Мой сынок говорил, скукожившись и огрызаясь, что мужик слаб и прячет свою беспомощность за резной - изощренной перламутром и лаковой - ширмой маскулинности, а сам, мол, мечтает о покое и умиротворении, как в моей теплой утробе. Мне-то казалось, что они рвутся на подвиги, все эти смелые в бутсах, зависающие на турниках, а иначе зачем их рожали, матерясь и вопя, проклиная мужей и врача. Надо мной возвышался мой мальчик, на целую голову ближе к небу и правде и, растирая глаза кулачками, вымаливал понимания, но ничего нельзя было сделать, так как мы изначально щебетали на разных языках, будто птицы - и звери, переходя то на азбуку Морзе, то на камерное перестукивание. Мы были мужчиной и женщиной, то есть немым и глухим, и только слепо надеялись, что понимаем друг друга. Мой ребенок пытался расшифровать мне те песчаные иероглифы, что слизывает волна, покрывая их пеной и водорослями. Иногда она выбросит в шутку бутылочное стекло, дырявую ракушку или дохлого краба, и я зову пацанов, строящих, как куличики, замки из жижи, они прыгают в полном восторге и тут же переключаются на колышущуюся медузу, сквозь которую видно пространство - обратную сторону света.
Мой сын произносит, смутившись, что вся его жизнь - густопсовое отпиливание ноги ржавой пилой без наркоза, и что он настолько привык к этой пытке, что если ему вдруг покажется, будто боль ослабела, он испытывает беспокойство. Ее можно только принять, докапываясь до причин. Он, пожалуй, их представляет, но на шкале боли кипящая красная зона колеблется возле деления, а женщины испытывают чувство вины, как будто они это вызвали. Хотя мы - лишь косвенная причина всех недетских страданий. И я вспомнила, как в отрочестве, когда сама я измучилась, боль оказалась такой торжественной, всепоглощающей, что у меня случился детский оргазм, и с тех пор боль стала рефлексом, достаточно дернуть за ниточку.
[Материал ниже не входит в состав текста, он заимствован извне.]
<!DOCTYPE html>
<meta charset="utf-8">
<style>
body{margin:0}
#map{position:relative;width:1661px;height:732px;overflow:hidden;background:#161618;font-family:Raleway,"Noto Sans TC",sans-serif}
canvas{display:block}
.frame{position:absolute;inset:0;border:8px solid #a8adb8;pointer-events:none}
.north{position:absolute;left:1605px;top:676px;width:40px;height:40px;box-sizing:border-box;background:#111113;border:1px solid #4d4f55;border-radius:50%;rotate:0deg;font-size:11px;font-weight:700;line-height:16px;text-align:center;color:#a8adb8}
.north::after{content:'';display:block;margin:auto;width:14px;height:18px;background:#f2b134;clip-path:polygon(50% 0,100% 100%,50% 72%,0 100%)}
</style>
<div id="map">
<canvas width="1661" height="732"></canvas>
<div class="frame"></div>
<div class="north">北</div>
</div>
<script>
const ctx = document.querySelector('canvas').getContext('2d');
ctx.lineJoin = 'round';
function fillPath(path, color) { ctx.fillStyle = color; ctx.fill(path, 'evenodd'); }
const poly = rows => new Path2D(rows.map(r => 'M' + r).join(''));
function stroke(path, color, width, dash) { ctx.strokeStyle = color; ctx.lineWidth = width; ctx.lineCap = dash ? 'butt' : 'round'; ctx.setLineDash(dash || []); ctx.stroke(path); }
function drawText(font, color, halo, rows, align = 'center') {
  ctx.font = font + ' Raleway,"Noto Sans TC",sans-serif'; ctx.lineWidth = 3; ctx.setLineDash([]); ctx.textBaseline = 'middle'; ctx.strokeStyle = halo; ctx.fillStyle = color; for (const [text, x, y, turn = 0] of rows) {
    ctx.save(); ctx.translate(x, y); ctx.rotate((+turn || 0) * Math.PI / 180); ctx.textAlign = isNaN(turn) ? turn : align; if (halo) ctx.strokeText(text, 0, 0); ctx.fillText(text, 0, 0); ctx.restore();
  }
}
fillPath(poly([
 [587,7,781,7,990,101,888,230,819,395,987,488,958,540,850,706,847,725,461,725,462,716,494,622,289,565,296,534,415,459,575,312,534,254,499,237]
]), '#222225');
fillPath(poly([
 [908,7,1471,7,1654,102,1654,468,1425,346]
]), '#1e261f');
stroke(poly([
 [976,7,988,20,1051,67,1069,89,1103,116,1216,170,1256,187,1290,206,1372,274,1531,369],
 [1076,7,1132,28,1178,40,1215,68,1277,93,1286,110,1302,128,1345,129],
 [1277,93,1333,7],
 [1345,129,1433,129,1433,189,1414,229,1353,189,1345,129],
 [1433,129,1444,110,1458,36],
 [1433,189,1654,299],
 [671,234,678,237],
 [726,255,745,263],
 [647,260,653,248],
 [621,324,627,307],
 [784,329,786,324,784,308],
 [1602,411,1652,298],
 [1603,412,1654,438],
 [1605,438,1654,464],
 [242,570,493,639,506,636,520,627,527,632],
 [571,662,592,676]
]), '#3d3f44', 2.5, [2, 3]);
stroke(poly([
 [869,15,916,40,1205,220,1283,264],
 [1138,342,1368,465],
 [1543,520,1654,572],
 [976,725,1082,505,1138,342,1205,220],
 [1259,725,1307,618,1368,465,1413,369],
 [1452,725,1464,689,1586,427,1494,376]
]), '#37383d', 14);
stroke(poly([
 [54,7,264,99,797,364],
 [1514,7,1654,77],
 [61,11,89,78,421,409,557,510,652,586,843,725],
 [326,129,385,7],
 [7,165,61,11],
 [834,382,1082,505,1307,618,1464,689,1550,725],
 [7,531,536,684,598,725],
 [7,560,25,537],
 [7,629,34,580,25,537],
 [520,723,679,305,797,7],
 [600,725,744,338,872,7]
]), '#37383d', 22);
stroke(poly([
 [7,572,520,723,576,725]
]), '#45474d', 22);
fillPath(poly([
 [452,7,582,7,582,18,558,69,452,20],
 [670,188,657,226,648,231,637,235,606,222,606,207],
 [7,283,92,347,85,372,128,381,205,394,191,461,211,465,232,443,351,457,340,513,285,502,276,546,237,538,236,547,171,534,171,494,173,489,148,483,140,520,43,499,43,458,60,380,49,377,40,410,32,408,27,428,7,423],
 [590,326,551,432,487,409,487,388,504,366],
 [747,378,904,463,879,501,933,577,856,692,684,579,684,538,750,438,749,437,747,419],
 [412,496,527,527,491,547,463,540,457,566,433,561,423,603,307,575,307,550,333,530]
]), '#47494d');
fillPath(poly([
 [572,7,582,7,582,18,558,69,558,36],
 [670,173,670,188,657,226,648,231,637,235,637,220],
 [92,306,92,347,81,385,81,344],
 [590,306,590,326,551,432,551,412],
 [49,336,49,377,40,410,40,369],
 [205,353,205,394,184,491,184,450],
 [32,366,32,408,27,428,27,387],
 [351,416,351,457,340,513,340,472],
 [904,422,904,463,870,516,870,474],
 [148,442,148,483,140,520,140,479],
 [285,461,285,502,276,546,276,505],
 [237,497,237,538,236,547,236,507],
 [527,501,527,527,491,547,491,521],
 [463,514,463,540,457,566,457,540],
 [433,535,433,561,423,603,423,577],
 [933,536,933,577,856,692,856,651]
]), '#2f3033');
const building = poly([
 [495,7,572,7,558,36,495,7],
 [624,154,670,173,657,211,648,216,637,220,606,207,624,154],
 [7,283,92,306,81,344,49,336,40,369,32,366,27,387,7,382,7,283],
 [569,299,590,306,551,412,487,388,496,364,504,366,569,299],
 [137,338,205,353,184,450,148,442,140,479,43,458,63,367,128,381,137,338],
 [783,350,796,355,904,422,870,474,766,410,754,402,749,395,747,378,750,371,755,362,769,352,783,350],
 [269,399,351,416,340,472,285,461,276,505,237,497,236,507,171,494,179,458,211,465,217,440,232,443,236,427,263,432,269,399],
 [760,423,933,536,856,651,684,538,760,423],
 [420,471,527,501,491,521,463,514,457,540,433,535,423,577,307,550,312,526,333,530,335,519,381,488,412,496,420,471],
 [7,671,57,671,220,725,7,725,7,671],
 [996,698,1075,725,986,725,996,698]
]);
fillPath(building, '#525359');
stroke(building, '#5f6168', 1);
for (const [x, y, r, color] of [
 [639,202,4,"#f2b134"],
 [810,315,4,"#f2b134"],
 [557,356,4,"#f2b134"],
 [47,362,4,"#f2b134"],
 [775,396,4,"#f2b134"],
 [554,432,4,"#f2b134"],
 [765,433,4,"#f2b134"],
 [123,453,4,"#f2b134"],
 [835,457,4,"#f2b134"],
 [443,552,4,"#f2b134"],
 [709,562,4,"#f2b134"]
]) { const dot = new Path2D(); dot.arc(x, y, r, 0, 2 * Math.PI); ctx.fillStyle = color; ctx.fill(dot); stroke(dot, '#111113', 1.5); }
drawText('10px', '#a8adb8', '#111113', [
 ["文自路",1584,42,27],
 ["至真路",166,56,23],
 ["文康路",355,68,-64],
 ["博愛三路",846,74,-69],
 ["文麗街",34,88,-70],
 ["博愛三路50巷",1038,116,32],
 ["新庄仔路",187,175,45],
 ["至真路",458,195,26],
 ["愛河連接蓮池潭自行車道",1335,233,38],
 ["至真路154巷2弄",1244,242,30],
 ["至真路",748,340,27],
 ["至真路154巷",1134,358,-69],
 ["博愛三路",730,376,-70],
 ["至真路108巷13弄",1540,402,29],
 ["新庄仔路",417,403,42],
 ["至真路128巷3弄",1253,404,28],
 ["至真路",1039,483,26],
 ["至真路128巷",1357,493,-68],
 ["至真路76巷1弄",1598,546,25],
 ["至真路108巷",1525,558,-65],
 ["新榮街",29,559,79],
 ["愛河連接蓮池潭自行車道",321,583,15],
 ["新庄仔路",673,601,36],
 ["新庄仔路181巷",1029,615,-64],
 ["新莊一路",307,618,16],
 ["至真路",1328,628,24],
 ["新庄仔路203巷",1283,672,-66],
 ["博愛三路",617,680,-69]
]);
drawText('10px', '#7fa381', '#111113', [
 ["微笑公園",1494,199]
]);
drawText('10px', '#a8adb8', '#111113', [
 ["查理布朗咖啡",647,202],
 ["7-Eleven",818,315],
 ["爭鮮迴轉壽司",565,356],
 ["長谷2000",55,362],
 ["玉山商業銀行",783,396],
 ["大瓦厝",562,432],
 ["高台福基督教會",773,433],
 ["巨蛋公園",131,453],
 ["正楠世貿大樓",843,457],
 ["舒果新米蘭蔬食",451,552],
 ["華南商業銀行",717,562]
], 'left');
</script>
Мой послушный ребенок женился, так как его приручили родители девушки; от него много не ждали, он был неглупым и тихим, приносил зарплату, как нужно, рожал и растил, приятельствовал, а жена была еще тише. Они высохли в двух бледных молей; он, уже поседев - из черноволосого молодца с толсто уложенными бровями. У нас не было споров и ссор, а по пятницам собирались за длинным столом, хохотали и изредка плакали, заедая соленым огурчиком на дубовом листе и укропе. Даже было, что вспомнить, особенно если в альбомах.
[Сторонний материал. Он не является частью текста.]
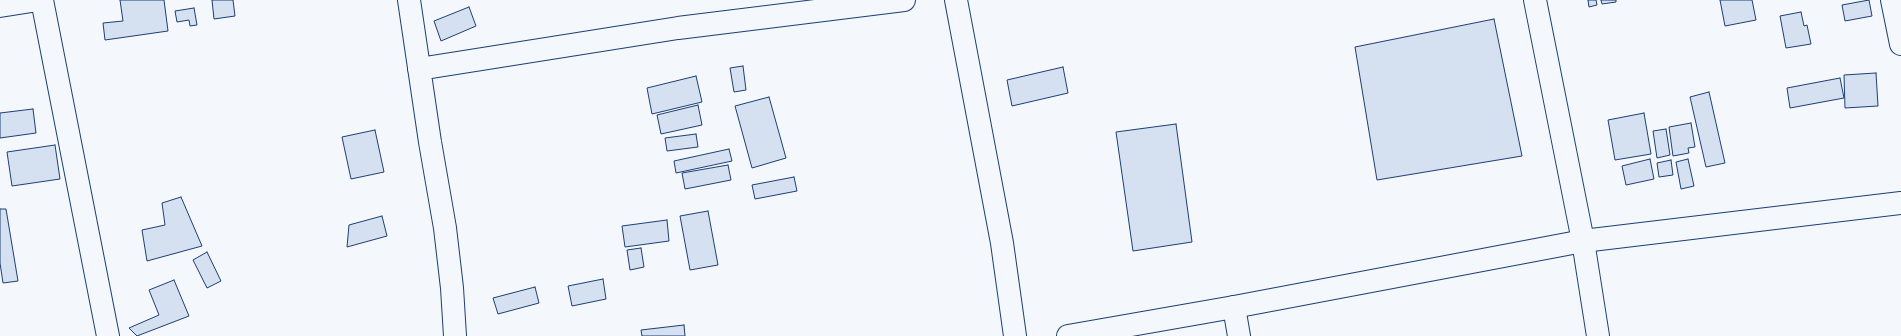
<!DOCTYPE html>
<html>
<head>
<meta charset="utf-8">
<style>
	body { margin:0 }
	canvas { display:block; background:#f4f7fb }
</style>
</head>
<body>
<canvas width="1901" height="336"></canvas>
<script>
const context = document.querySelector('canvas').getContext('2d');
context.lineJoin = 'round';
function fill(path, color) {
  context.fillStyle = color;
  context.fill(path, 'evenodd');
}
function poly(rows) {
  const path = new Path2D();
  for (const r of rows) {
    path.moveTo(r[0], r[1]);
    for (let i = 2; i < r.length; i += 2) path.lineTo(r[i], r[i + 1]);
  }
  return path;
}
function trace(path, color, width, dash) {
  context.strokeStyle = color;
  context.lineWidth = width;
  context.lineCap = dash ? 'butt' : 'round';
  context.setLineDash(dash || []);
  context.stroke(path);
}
const building = poly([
	[120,0,164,0,168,31,105,40,103,23,123,21,120,0],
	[212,0,233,0,235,16,214,19,212,0],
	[1588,0,1596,0,1597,5,1589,7,1588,0],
	[1601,0,1616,0,1616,2,1602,4,1601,0],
	[1720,0,1752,0,1756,20,1725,26,1720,0],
	[1869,0,1872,16,1845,21,1842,5,1869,0],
	[469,7,476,26,441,41,434,21,469,7],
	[194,8,197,25,190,26,189,20,177,22,175,11,194,8],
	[1801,12,1804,26,1807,25,1811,44,1786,48,1780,16,1801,12],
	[1494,19,1522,156,1377,180,1355,47,1494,19],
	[743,66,746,90,734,92,730,68,743,66],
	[1063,67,1068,93,1012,106,1007,80,1063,67],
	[1876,73,1878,106,1845,108,1844,75,1876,73],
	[696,76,702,102,652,114,647,88,696,76],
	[1840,78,1844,98,1790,108,1787,88,1840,78],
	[1709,92,1725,163,1706,167,1690,97,1709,92],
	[769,97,786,158,752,168,735,106,769,97],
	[698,105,702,125,661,134,657,115,698,105],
	[33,109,36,133,0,138,0,113,33,109],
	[1644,113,1651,154,1615,160,1608,120,1644,113],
	[1691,123,1695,147,1688,148,1689,153,1673,156,1669,127,1691,123],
	[1176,124,1192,242,1133,251,1116,132,1176,124],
	[1666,129,1670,155,1657,158,1653,131,1666,129],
	[375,130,384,172,351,179,342,137,375,130],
	[696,134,698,147,667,151,665,138,696,134],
	[55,145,60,179,12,186,7,152,55,145],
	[729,149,732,161,676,173,674,161,729,149],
	[1650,159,1654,179,1626,185,1622,166,1650,159],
	[1688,159,1694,186,1681,189,1676,162,1688,159],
	[1671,160,1673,175,1659,177,1657,163,1671,160],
	[728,165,731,180,685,189,682,173,728,165],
	[794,177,797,191,755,199,752,185,794,177],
	[181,197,202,246,147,261,142,230,165,225,162,203,181,197],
	[0,209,6,209,18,281,3,283,0,263,0,209],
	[708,211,718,265,690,270,680,216,708,211],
	[382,216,387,236,347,247,349,225,382,216],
	[667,220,669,241,625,247,622,226,667,220],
	[641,248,644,267,630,270,627,250,641,248],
	[207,252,221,281,207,288,193,260,207,252],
	[603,279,606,299,572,306,568,286,603,279],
	[174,280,189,316,137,336,129,328,159,315,149,290,174,280],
	[535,287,539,303,498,314,493,298,535,287],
	[684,325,685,336,642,336,641,330,684,325]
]);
const minor = poly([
	[42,0,108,336],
	[409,0,430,142,445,228,452,288,455,336],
	[956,0,1002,243,1015,336],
	[1535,0,1583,241,1598,336],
	[1892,0,1901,44],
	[0,6,38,0],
	[419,69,678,28,904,0],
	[1234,307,1239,336]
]);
const tertiary = poly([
	[1068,336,1234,307,1583,241,1901,203]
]);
fill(building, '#d5e0f0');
trace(building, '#1d3f73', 1);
trace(minor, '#1d3f73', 24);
trace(tertiary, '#1d3f73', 24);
trace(minor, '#f4f7fb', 22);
trace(tertiary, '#f4f7fb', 22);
</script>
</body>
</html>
Ошибкой покорной невестки было то, что не стала мной. Ребенок мой подрастал, плывя против течения, а она оставалась на месте, и когда мосты развели, их руки разжались, а в ладонях была пустота. Он легко обгонял и меня - потому, что мужчина, и с проснувшимися запоздало талантами. Мы поменялись ролями, и он стал не сыном, - отцом. Крадущейся походкой приближался он сзади на улице возле музея, неожиданно обнимал мои плечи и, легко прикасаясь губами, щекотал моими же волосами ухо, легко дышал табаком и, склонившись, пряно смеялся. Таким мог быть только он - первая и последняя любовь, мой погибший муж - и ребенок. Мои веки дрожали, впуская лучи тревоги, солнца и счастья, ушедшей весны и надежды. Ресницы шуршали по коже, пока мы, замерев, становились все тем же целым - мой сын жил во мне, еще не проснувшись от боли.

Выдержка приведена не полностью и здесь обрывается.